Collected data entries:
▼

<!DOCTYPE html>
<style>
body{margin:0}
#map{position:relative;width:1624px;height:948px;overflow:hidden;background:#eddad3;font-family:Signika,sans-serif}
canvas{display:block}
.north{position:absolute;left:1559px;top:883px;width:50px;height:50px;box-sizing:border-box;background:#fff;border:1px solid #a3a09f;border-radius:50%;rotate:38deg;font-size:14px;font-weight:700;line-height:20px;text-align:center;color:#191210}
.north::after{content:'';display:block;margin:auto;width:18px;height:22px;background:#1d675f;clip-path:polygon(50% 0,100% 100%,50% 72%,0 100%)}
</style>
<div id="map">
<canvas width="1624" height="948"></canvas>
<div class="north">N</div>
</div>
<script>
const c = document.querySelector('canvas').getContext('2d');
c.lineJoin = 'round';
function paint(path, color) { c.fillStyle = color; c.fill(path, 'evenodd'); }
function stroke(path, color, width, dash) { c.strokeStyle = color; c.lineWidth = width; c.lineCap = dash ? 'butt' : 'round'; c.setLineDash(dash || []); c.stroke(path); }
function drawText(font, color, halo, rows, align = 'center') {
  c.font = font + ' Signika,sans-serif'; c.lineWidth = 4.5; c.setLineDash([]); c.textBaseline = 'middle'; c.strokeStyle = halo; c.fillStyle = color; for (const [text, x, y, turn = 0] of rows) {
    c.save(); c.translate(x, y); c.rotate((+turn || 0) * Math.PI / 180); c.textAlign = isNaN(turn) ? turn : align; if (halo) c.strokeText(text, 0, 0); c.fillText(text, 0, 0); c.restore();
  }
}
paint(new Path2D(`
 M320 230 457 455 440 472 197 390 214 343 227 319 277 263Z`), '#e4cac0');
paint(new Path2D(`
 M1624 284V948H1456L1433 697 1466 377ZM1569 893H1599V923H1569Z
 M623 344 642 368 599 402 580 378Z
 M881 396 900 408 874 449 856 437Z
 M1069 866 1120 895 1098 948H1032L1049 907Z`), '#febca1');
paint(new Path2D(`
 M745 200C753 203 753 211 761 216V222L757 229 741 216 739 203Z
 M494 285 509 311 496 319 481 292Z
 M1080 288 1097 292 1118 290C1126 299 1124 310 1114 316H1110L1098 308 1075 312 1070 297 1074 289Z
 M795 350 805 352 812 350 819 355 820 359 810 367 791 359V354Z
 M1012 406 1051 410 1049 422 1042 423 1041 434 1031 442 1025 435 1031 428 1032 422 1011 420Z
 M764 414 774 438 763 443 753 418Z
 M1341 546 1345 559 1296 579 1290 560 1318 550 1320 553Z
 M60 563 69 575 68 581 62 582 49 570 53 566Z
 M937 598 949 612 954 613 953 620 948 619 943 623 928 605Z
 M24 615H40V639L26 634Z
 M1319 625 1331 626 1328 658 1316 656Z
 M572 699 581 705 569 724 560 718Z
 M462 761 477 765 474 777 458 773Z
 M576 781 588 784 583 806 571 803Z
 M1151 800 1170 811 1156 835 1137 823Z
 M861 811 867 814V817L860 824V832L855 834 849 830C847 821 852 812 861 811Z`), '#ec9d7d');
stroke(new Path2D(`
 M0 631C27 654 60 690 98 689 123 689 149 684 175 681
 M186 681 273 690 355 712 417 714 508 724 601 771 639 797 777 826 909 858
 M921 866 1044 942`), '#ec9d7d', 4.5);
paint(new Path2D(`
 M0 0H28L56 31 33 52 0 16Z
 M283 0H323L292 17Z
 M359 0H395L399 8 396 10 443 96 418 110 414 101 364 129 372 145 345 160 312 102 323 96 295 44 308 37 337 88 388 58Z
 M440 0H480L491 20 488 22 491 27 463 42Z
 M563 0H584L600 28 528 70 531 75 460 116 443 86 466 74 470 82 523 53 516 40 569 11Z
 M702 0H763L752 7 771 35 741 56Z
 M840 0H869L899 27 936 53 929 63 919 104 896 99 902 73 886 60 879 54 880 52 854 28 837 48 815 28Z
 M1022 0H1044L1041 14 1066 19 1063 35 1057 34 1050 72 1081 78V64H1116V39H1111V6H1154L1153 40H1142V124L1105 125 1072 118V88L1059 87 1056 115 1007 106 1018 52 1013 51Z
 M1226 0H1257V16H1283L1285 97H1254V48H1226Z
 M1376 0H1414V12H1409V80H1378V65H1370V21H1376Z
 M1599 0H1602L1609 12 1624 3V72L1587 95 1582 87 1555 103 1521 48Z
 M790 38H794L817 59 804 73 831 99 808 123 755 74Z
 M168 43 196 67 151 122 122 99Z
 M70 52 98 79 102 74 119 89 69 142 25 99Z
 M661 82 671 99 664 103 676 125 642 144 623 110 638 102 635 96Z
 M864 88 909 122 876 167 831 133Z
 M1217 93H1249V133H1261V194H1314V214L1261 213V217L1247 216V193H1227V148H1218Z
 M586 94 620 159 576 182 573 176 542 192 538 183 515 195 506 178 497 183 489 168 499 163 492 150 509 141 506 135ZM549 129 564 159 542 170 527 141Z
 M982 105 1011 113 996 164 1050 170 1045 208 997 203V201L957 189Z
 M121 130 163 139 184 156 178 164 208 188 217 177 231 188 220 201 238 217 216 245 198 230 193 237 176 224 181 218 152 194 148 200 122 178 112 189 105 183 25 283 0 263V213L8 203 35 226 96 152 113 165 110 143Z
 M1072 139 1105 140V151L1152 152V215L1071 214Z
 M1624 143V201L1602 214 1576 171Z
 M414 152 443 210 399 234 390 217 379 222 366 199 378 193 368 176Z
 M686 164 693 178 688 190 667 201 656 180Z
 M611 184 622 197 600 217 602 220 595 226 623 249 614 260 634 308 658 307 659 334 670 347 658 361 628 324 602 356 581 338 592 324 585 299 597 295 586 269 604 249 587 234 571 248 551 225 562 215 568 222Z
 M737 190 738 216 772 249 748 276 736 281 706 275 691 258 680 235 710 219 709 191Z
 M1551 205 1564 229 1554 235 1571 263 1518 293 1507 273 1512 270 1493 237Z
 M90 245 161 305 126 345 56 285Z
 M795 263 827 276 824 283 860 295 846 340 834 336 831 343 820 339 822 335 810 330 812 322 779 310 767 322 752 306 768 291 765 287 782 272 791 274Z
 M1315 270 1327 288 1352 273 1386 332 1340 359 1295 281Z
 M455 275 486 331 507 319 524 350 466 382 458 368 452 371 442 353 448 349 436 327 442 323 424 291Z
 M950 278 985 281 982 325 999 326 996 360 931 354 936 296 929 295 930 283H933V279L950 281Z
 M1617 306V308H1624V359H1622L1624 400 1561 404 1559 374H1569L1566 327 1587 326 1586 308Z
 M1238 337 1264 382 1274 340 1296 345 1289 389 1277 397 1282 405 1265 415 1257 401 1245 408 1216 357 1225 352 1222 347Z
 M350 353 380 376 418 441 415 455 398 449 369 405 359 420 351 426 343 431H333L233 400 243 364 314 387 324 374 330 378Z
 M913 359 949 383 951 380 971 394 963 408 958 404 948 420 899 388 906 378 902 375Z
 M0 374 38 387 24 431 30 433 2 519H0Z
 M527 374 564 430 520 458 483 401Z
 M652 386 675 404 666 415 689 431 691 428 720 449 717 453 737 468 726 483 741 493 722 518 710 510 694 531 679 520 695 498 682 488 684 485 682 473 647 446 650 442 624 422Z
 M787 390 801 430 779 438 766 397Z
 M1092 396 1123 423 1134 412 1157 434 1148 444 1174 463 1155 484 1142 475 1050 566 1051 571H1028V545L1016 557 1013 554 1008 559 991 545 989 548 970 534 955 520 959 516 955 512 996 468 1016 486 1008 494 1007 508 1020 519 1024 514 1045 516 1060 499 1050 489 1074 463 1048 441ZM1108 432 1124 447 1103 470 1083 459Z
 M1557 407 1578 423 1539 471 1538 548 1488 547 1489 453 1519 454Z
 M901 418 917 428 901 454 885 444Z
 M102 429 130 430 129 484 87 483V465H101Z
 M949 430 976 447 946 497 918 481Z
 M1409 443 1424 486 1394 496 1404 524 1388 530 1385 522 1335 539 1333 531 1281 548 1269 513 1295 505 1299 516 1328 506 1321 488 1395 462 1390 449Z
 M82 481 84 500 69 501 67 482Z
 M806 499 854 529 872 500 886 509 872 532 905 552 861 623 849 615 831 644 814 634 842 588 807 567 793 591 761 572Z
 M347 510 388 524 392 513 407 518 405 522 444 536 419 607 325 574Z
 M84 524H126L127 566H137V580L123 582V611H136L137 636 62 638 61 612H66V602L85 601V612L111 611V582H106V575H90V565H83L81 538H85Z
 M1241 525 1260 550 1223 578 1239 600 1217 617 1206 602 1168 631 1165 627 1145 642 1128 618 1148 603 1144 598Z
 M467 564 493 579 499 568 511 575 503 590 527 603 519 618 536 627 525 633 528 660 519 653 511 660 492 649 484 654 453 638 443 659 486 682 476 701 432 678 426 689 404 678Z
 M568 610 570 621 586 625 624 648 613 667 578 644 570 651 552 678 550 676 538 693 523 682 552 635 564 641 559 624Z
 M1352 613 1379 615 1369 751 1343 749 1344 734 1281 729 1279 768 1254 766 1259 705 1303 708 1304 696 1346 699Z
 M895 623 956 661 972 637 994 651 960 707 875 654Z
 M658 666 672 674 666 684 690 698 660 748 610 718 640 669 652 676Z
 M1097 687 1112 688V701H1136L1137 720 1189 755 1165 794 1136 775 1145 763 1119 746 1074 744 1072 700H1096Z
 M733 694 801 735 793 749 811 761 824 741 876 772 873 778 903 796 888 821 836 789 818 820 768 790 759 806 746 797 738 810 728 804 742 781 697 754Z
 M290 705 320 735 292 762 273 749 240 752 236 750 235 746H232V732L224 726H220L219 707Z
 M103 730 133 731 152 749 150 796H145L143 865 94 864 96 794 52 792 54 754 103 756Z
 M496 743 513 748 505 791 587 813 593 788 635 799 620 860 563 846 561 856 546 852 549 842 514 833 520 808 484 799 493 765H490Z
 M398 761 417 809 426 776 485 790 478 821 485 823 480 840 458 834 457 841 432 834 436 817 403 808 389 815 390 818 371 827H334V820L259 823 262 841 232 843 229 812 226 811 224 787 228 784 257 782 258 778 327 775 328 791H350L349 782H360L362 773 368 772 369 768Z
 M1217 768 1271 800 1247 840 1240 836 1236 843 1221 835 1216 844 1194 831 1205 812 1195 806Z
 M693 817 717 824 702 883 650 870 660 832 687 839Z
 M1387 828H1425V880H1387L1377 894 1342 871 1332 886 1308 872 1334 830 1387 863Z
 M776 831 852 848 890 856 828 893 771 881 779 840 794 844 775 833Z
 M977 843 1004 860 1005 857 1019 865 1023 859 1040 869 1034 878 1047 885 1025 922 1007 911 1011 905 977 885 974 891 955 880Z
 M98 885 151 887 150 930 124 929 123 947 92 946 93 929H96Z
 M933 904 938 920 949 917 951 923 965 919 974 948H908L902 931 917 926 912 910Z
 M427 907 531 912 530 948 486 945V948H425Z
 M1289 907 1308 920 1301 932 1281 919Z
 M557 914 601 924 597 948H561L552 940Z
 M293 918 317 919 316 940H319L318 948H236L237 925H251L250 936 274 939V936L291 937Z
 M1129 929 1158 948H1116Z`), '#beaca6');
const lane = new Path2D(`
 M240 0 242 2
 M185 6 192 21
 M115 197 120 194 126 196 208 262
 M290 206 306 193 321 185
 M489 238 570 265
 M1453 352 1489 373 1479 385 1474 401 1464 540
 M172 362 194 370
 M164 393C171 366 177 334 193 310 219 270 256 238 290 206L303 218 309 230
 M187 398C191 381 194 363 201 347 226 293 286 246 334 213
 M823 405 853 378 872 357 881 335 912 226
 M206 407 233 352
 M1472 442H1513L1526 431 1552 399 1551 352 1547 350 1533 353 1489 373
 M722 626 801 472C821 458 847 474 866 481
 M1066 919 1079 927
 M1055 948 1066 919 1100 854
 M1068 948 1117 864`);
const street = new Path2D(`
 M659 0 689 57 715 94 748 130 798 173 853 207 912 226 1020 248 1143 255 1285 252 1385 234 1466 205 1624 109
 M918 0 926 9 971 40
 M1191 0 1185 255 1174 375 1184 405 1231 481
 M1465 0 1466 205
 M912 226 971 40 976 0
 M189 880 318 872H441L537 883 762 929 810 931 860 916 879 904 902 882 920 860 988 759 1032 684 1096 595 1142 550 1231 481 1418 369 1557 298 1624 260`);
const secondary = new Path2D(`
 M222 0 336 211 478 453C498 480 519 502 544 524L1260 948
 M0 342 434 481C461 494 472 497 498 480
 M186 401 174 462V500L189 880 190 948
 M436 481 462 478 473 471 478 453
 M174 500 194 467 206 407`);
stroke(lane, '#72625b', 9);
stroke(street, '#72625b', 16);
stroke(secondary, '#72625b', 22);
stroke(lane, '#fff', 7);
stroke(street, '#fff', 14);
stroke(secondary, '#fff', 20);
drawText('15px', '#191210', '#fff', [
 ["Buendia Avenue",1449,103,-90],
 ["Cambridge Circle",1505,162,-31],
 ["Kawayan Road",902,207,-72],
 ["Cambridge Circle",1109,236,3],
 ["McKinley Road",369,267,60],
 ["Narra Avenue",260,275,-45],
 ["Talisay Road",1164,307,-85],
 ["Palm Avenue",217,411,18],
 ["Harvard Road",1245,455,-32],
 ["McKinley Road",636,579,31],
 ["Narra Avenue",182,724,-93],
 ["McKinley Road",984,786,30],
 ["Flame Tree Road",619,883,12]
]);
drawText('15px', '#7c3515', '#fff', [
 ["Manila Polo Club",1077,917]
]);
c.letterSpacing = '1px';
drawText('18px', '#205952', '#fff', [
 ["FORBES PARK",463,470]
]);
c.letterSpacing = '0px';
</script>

▲

Work request:
Search the records for the string "fillStyle", and copy every line that holds it.

Written reply:
function paint(path, color) { c.fillStyle = color; c.fill(path, 'evenodd'); }
  c.font = font + ' Signika,sans-serif'; c.lineWidth = 4.5; c.setLineDash([]); c.textBaseline = 'middle'; c.strokeStyle = halo; c.fillStyle = color; for (const [text, x, y, turn = 0] of rows) {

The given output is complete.